For every line in the records that has the word "value", make a copy.

+++

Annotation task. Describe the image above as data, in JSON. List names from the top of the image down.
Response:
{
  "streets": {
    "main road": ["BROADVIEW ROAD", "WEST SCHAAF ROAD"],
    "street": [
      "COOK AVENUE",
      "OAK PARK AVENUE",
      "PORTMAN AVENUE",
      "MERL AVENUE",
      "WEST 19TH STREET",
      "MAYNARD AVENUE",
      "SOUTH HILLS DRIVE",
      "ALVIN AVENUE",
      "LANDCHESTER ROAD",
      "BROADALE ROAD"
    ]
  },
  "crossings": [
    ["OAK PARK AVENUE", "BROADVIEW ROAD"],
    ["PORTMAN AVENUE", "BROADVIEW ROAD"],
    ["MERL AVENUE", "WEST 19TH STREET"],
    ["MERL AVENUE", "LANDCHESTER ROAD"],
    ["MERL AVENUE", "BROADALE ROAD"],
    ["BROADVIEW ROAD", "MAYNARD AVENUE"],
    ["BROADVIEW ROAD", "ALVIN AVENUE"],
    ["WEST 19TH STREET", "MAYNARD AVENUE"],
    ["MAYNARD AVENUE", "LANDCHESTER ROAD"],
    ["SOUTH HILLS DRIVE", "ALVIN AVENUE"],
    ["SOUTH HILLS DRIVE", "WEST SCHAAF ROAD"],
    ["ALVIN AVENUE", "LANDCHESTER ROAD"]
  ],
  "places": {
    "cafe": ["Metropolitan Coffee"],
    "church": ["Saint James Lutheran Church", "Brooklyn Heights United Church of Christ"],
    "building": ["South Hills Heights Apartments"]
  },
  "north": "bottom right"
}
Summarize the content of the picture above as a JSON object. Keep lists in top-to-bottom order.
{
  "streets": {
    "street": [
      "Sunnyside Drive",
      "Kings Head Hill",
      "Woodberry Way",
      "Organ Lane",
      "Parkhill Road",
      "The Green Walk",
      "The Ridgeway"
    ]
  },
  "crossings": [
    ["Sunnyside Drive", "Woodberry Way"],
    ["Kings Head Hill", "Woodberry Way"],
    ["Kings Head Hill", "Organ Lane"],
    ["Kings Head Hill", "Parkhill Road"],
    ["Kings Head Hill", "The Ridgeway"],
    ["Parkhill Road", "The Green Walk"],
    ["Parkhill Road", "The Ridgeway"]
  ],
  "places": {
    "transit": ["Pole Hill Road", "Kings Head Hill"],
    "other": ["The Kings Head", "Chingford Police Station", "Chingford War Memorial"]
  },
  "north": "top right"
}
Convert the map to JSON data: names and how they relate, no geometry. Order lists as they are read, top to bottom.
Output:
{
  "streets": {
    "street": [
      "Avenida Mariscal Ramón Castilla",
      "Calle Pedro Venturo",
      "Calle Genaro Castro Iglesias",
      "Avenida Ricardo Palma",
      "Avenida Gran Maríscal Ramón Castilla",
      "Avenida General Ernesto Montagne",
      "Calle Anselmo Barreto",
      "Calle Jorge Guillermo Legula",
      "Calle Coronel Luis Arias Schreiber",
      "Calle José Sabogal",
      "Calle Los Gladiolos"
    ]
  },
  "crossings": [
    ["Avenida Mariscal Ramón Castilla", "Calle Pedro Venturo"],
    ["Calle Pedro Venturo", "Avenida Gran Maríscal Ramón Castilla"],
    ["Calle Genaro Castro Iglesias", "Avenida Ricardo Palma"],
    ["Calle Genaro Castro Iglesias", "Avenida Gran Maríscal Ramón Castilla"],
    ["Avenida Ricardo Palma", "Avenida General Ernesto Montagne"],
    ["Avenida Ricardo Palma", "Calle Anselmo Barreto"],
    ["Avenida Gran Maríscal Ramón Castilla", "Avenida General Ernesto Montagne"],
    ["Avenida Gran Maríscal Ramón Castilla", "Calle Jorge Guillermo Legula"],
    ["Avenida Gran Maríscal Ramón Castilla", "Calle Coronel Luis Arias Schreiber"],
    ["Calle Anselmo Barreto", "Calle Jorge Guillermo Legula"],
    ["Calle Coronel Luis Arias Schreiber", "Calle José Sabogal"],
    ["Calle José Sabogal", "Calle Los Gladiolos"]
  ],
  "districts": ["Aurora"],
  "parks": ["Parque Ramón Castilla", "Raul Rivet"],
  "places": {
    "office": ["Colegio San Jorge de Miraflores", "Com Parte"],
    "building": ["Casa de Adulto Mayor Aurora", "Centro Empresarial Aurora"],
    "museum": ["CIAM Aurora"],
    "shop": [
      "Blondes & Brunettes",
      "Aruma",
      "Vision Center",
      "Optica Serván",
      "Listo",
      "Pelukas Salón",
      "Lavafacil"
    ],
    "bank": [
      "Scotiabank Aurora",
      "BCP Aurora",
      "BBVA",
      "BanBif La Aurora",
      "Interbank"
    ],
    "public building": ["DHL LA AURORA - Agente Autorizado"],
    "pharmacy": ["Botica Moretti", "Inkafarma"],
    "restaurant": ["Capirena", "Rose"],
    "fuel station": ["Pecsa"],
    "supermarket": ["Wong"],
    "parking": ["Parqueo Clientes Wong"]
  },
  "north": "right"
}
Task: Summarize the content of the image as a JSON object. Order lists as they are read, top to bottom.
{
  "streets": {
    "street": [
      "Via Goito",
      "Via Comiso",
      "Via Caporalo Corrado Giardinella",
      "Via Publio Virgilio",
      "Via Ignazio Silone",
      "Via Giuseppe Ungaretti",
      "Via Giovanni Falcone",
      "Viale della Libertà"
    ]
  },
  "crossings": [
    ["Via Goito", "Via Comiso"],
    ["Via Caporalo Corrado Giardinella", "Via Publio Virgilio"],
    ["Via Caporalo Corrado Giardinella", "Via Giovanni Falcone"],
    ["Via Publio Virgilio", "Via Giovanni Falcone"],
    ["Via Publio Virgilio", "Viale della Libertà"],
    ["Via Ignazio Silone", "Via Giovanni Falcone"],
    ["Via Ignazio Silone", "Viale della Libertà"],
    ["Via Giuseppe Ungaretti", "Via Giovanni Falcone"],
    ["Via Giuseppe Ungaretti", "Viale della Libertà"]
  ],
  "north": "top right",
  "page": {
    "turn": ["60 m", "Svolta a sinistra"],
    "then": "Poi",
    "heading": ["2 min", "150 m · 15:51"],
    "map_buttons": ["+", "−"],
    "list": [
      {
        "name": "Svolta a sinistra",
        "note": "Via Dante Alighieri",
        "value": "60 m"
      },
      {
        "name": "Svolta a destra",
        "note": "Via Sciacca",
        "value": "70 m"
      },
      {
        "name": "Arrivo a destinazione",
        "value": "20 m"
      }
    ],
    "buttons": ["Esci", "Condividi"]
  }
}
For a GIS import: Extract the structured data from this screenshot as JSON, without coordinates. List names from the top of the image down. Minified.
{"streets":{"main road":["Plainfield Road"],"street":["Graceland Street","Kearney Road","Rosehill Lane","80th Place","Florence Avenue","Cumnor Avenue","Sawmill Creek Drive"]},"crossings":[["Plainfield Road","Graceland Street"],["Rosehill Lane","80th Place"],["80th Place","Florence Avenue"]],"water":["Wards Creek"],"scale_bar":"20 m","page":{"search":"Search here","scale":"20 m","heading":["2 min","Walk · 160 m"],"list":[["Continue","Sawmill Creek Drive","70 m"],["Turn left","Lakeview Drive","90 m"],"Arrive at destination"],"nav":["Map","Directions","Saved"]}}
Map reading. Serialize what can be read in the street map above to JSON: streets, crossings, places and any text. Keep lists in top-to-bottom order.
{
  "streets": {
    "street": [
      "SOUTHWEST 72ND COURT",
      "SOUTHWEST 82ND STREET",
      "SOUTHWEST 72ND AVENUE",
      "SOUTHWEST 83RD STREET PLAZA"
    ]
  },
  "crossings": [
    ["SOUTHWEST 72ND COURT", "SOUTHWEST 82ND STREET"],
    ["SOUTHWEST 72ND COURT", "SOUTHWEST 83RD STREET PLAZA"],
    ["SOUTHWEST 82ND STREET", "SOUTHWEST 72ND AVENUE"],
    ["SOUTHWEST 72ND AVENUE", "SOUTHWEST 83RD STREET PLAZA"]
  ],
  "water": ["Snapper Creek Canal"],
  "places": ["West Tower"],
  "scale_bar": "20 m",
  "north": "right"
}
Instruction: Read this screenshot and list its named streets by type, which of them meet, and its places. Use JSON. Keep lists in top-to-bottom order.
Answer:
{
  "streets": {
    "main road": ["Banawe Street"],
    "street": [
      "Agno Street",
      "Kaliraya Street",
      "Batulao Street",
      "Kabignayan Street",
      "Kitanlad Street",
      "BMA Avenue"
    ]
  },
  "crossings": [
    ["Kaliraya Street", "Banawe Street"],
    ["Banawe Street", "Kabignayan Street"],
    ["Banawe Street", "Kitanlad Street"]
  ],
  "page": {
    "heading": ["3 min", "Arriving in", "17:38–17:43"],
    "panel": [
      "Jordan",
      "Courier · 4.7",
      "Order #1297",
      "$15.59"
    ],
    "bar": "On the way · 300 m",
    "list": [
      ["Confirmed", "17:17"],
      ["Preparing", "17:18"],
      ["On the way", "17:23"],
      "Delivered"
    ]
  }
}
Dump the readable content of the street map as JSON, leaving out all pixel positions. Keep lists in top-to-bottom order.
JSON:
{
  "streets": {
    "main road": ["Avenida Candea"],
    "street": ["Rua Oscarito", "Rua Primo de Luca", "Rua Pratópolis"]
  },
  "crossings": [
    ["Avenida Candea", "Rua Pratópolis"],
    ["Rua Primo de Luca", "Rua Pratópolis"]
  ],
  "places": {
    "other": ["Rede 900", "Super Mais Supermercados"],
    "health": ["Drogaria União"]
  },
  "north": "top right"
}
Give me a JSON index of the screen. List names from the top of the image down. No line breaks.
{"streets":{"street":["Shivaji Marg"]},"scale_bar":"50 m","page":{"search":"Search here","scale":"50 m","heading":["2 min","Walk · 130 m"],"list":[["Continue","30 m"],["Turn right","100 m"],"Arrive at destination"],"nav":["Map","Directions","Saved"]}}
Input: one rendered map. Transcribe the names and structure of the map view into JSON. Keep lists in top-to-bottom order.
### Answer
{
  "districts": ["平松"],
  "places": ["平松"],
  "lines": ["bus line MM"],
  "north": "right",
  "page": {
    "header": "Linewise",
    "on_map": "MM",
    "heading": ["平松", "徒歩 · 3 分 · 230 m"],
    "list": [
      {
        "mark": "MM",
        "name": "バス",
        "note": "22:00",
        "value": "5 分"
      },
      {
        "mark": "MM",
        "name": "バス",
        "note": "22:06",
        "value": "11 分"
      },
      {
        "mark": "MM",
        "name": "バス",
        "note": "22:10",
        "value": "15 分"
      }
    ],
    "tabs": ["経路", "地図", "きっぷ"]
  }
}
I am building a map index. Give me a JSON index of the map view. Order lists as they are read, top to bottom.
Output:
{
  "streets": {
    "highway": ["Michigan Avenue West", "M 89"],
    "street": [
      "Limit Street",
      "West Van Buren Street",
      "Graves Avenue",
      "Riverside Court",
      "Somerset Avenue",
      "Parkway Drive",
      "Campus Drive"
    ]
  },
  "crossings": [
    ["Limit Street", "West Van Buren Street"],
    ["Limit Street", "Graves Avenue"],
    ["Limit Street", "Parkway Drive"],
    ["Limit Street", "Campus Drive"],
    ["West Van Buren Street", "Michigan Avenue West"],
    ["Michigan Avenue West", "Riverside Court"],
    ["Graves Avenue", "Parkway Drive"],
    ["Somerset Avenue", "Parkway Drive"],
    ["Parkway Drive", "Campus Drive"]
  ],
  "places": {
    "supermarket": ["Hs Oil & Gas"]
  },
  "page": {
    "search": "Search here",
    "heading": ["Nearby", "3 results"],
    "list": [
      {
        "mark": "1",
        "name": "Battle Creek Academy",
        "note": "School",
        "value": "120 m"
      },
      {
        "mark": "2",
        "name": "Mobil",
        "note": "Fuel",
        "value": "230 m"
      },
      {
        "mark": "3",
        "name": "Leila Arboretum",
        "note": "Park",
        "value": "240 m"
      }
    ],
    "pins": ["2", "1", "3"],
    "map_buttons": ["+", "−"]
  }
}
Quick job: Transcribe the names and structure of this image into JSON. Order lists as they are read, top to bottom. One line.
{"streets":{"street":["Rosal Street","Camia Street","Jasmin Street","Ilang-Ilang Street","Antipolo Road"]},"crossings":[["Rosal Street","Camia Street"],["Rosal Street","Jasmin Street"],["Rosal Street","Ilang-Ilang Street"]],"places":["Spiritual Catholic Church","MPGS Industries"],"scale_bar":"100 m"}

+++

- Expected output
        "value": "60 m"
        "value": "70 m"
        "value": "20 m"
        "value": "5 分"
        "value": "11 分"
        "value": "15 分"
        "value": "120 m"
        "value": "230 m"
        "value": "240 m"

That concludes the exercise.